Company is having system to provide loan facility without interest or
lesser interest as per the salary slab criteria to needy employees so as to assure timely
help to them to face any untoward or any to fulfil their needs.
Company always welcomes from its employee about any facilities/aid they
can serve to them and management always do their best to promote practice of collective
bargaining, trade unionism, and harmonious labor-management relations, provide friendly
environment and comfort to company's employees so that they may explore their maximum
output throughout the year. We also would like to place on record our sincere appreciation
to the cooperation extended by all the employees in maintaining cordial relations.
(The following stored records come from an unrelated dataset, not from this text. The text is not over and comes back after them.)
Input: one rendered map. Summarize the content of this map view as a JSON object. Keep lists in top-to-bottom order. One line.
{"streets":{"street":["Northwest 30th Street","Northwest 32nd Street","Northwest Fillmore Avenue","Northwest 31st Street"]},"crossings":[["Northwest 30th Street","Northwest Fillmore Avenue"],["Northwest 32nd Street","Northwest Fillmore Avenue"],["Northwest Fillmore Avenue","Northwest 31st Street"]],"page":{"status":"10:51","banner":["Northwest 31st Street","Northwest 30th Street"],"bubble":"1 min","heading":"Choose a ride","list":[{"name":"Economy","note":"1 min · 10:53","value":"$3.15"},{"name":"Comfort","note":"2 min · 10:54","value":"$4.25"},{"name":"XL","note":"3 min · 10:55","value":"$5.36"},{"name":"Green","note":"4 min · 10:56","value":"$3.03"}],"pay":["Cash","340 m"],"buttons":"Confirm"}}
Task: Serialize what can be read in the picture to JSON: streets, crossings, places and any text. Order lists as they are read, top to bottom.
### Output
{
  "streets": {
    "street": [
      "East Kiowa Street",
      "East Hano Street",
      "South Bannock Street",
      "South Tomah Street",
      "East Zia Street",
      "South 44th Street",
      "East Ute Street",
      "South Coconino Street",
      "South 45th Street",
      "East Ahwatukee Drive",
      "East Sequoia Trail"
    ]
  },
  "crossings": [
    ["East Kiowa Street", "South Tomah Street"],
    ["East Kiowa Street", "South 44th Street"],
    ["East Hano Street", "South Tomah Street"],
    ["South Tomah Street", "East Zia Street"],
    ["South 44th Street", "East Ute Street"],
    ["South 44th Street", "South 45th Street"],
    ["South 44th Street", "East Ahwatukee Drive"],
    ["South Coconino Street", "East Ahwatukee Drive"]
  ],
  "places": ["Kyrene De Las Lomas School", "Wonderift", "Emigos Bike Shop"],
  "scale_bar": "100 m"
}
10. MANAGEMENT DISCUSSION AND ANALYSIS
Management Discussion and Analysis, forming part of this report as
required under Regulation 34 of Securities and Exchange Board of India (Listing
Obligations and Disclosure Requirements) Regulations, 2015, is attached as
"Annexure-A" separately to this Report.
11. DIRECTORS' RESPONSIBILITY STATEMENT
To the best of the knowledge and belief and according to the
information and explanations obtained by them, your
Directors confirms the following statements in terms of Section
134(3)(c) of the Companies Act, 2013:
a. That in the preparation of the annual accounts for the year ended 31st
March, 2025, the applicable accounting standards have been followed along with proper
explanation relating to material departures, if any;
b. That such accounting policies as mentioned in the Financial
Statements have been selected and applied consistently. Such judgments and estimates have
been made that are reasonable and prudent so as to give a true and fair view of the state
of affairs and of Profit of the Company for the financial year ended on 31stMarch,
2025.
c. That they have taken proper and sufficient care for the maintenance
of adequate accounting records in accordance with the provisions of the Companies Act,
2013 for safeguarding the assets of the Company and for preventing and detecting fraud and
other irregularities;
d. That they have prepared the Annual Accounts on a going concern
basis;
e. That they have laid down internal financial controls for the company
and such internal financial controls were adequate and were operating effectively.
f. That they have devised proper systems to ensure compliance with the
provisions of all applicable laws and such system are adequate and operating effectively.
12. CORPORATE GOVERNANCE REPORT
The Company believes in adopting best practices of corporate
governance. As per Regulation 34 of the SEBI Listing Regulations, a separate section on
corporate governance practices followed by the Company, together with a certificate from
M/s Neelesh Gupta & Co., Practicing Company Secretary, Indore on compliance with
corporate governance norms under the SEBI Listing Regulations, is provided in Corporate
Governance Report which forms part of this Annual Report.
13. DETAILS OF DIRECTORS AND KEY MANAGERIAL PERSONNEL A. Changes in
Directors:
I. Cessation of Directors:
On 2nd September, 2024, Mr. Tushar Dave has resigned
as an Independent Director due to personal reasons and pre-occupation elsewhere.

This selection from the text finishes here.